Cliff Emmanuel, a pre-frosh from Queens, N.Y., said Saturday that he was troubled by the reports he had read in the newspapers but that he was looking forward to meeting students and judging for himself the degree of diversity present on Harvard’s campus.
“I think it reflects more the sentiments of one person [Summers] rather than the overall mentality of the school,” Emmanuel said.
Brooks Washington, a pre-frosh from San Francisco, expressed his disappointment over the imminent departures of West and Carswell Professor of Afro-American Studies and Philosophy K. Anthony Appiah.
The strength of Harvard’s Afro-American studies department had been one of the selling points that had first attracted him to Harvard, Washington said.

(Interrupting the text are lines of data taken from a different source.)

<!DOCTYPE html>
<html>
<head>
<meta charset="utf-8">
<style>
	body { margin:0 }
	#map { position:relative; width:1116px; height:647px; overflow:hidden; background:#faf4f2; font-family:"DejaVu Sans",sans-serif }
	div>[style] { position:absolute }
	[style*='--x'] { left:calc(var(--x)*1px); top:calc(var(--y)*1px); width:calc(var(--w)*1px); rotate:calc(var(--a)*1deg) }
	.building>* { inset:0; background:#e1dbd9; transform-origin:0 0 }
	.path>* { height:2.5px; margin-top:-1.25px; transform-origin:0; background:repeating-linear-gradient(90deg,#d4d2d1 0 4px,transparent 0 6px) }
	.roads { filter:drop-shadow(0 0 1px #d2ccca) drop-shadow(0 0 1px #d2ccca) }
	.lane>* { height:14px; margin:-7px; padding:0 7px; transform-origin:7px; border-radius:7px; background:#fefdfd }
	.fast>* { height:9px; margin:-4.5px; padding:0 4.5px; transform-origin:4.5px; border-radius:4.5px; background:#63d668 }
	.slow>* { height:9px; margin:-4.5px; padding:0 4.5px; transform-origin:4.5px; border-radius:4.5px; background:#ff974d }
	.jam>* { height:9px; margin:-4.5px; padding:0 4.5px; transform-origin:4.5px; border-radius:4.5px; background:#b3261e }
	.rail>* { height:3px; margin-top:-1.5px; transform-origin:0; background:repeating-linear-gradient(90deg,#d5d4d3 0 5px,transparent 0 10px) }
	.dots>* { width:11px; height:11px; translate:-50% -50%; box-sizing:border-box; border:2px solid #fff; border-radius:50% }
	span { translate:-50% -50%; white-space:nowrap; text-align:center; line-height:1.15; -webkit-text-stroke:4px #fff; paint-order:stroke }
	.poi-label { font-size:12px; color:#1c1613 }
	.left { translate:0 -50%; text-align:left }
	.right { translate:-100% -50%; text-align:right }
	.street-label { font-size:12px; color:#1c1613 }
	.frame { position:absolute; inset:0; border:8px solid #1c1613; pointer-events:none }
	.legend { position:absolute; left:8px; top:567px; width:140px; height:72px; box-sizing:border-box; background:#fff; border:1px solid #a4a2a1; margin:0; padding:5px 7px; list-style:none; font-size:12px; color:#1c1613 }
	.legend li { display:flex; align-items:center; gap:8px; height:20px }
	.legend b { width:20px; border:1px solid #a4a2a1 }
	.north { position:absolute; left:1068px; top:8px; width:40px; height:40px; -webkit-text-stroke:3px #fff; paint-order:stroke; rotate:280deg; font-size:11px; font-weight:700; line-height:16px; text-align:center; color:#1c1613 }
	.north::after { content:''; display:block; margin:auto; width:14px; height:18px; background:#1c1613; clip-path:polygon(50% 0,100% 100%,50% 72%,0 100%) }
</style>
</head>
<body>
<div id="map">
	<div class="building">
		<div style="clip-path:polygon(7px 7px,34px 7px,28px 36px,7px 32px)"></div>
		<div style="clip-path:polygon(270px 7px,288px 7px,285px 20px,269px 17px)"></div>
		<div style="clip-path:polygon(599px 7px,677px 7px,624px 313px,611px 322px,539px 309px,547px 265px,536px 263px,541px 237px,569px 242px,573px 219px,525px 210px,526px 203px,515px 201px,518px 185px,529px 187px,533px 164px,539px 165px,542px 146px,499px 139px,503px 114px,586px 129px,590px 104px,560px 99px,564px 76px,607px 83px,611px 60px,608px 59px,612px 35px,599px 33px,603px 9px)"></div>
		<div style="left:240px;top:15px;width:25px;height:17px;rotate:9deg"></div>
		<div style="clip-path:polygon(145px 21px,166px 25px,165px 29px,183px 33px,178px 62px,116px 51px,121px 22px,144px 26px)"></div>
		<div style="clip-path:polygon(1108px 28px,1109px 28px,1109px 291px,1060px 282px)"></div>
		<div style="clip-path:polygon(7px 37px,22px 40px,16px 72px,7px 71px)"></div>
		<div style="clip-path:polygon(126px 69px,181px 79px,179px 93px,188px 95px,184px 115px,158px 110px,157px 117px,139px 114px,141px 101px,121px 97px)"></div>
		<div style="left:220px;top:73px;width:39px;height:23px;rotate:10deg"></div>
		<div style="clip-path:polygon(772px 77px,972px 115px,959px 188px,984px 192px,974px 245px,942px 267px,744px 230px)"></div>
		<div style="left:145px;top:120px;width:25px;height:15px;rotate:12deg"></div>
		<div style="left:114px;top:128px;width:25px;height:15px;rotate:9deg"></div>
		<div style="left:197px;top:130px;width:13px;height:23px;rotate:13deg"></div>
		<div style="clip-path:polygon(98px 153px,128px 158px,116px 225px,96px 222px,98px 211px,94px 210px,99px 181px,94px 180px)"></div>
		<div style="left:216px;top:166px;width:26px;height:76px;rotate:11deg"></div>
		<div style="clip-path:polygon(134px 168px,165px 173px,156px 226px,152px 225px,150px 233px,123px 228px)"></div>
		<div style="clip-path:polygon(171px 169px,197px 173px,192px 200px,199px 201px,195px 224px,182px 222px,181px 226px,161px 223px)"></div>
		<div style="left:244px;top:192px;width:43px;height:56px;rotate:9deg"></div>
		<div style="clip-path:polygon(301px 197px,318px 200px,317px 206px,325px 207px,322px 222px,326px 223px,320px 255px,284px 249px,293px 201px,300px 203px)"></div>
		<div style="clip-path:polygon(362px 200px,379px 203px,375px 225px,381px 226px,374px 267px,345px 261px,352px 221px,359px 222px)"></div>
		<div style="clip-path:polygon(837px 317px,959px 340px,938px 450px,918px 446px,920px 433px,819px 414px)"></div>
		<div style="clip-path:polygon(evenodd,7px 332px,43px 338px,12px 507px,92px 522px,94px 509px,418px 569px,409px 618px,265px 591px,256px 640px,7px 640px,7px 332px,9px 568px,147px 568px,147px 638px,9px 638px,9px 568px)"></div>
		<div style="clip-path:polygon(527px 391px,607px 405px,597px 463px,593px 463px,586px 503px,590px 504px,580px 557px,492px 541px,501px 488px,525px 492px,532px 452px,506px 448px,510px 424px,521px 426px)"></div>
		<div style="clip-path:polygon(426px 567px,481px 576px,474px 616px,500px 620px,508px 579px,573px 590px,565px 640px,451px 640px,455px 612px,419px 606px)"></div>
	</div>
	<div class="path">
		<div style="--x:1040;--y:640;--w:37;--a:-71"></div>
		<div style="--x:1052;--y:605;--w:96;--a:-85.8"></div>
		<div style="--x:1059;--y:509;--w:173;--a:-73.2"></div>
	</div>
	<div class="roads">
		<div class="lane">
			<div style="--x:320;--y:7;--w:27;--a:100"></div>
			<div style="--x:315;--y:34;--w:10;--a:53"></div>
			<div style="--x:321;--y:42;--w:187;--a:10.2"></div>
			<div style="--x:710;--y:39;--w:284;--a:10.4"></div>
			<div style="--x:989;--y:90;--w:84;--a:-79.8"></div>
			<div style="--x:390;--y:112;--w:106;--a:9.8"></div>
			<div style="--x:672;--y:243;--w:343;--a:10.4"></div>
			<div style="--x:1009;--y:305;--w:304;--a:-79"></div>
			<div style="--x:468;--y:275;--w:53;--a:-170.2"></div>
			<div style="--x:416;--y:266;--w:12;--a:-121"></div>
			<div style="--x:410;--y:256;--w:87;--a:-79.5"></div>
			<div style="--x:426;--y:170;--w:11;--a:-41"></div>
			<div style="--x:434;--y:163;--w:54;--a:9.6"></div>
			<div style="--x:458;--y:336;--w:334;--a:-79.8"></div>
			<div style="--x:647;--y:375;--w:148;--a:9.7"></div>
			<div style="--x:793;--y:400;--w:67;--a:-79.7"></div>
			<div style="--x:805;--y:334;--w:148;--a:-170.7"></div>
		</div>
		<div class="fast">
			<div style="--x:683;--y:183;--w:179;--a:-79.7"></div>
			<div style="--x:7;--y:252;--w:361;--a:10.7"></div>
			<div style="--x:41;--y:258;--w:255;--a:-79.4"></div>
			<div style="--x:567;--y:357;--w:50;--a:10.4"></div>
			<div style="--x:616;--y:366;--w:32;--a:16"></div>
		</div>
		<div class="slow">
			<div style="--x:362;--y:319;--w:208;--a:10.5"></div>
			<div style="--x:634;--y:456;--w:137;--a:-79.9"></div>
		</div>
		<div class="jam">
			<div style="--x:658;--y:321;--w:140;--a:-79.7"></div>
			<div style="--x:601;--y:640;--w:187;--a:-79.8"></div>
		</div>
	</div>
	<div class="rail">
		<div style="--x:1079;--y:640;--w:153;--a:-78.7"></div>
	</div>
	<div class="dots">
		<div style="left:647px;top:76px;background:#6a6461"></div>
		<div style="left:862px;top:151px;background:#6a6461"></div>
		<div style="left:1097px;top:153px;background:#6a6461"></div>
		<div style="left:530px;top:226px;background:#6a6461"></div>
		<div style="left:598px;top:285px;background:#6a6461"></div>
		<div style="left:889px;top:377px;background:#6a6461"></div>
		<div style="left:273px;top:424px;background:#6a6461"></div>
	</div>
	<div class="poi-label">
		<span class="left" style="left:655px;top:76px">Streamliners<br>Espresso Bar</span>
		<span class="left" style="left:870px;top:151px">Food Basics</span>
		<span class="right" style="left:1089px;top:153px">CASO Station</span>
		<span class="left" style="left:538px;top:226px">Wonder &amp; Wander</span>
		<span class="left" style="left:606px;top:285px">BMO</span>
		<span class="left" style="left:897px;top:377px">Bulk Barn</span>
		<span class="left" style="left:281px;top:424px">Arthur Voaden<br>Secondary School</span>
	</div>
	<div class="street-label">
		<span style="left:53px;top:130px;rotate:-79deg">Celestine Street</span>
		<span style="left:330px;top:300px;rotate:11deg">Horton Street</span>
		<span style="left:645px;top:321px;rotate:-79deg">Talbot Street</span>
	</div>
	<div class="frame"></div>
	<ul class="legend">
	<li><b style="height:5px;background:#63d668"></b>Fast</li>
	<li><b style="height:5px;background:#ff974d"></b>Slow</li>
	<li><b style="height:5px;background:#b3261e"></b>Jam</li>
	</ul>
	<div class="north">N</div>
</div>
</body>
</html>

These concerns echoed those that have been expressed by minority high school students since news of the Summers-West conflict first became public in December, according to Alonzo Sherman ’03, one of the African-American coordinators for the Undergraduate Minority Recruitment Program (UMRP).
UMRP, which is operated by the admissions office, works through the year to encourage minority students to apply to and come to Harvard. The group telephones accepted minority students and travels across the country to entice minority students to come to Cambridge.
“It definitely has been an issue, even when there were just rumors flying around,” said Sherman, who is also president-elect of the Black Men’s Forum. “This whole controversy is really making students think twice—and that second thought could make students go somewhere else.”
“One thing Harvard really puts forward is its diversity, and we are fairly diverse relative to other schools,” he added. “This is a major blow to that competitive edge.”
Maribel Hernandez ’04, who is the president of RAZA and one of two Mexican-American coordinators for the UMRP, said she fielded similar questions from minority pre-frosh this weekend.
Hernandez said she tried to handle such questions by admitting her concerns with the administration’s position on diversity but pointing out the efforts of Faculty and students to promote a stronger minority community at Harvard.
“Although some people in the administration might not be committed to diversity, the [student] leaders here really care about having more minorities coming into this school,” she said.
Hernandez said the goal of RAZA and other ethnic student groups this weekend was to make minority students feel welcome at Harvard.
Brandon A. Gayle ’03, president of the Black Students’ Association (BSA), expressed similar sentiments.
Gayle said he and other members of BSA attempted to show pre-frosh that the opportunities at Harvard outweigh concerns raised by the current controversy.